Winning back the public's trust.

PositionGovernance Reform

'I don't have any doubt at all that the compensation issue is one of the driving forces in this rapid decline in public trust.' A conversation with Peter G. Peterson on the reform movement afoot to restore confidence in business leadership--with the 'toxic' issue of executive pay getting tackled first.

WHEN THE CONFERENCE BOARD formed its Blue Ribbon Commission on Public Trust and Private Enterprise in June of this year, the organization's president and CEO, Richard Cavanagh, felt that the public trust in business was "probably at its lowest ebb since 1916." That was the year the Conference Board was founded, and it was a year, he pointedly notes, that witnessed "a depression, a stock panic, an industrial strike, passage of the Clayton Antitrust Act, and creation of the Federal Trade Commission and the Federal Reserve System to deal with the problems then." In other words, a momentous year indeed for public disdain of business and for addressing the problems that gave rise to that public crisis in confidence.
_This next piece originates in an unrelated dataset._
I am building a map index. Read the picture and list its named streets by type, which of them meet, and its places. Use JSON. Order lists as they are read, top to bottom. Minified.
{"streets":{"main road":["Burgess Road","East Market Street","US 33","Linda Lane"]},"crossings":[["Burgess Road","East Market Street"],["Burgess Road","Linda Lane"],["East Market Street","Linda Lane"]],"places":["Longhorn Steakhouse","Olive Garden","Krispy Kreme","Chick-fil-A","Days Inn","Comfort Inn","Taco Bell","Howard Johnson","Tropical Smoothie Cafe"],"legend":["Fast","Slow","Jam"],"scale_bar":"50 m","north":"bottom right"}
That's certainly a fair comparison with the year 2002. The past 12 months have witnessed one saga of corporate woe after another--driving public backlash, instigating new legislation, and spurring initiatives within the corporate sector to redress its own egregious failures. The Conference Board's commission is one such effort by the corporate establishment to launch a reform counteroffensive. The commission's distinguished members (see box on page 22) worked quickly--"basically ruining their summer," Cavanagh acknowledges--to do a sweeping study of the issues and formulate an agenda of concrete reforms. By September, the commission was ready to unveil its first set of proposals, which focused on executive compensation. Its suggested reforms (see box on page 21 for fuller detail) include:

Retention and direction of compensation experts by compensation committees--not management.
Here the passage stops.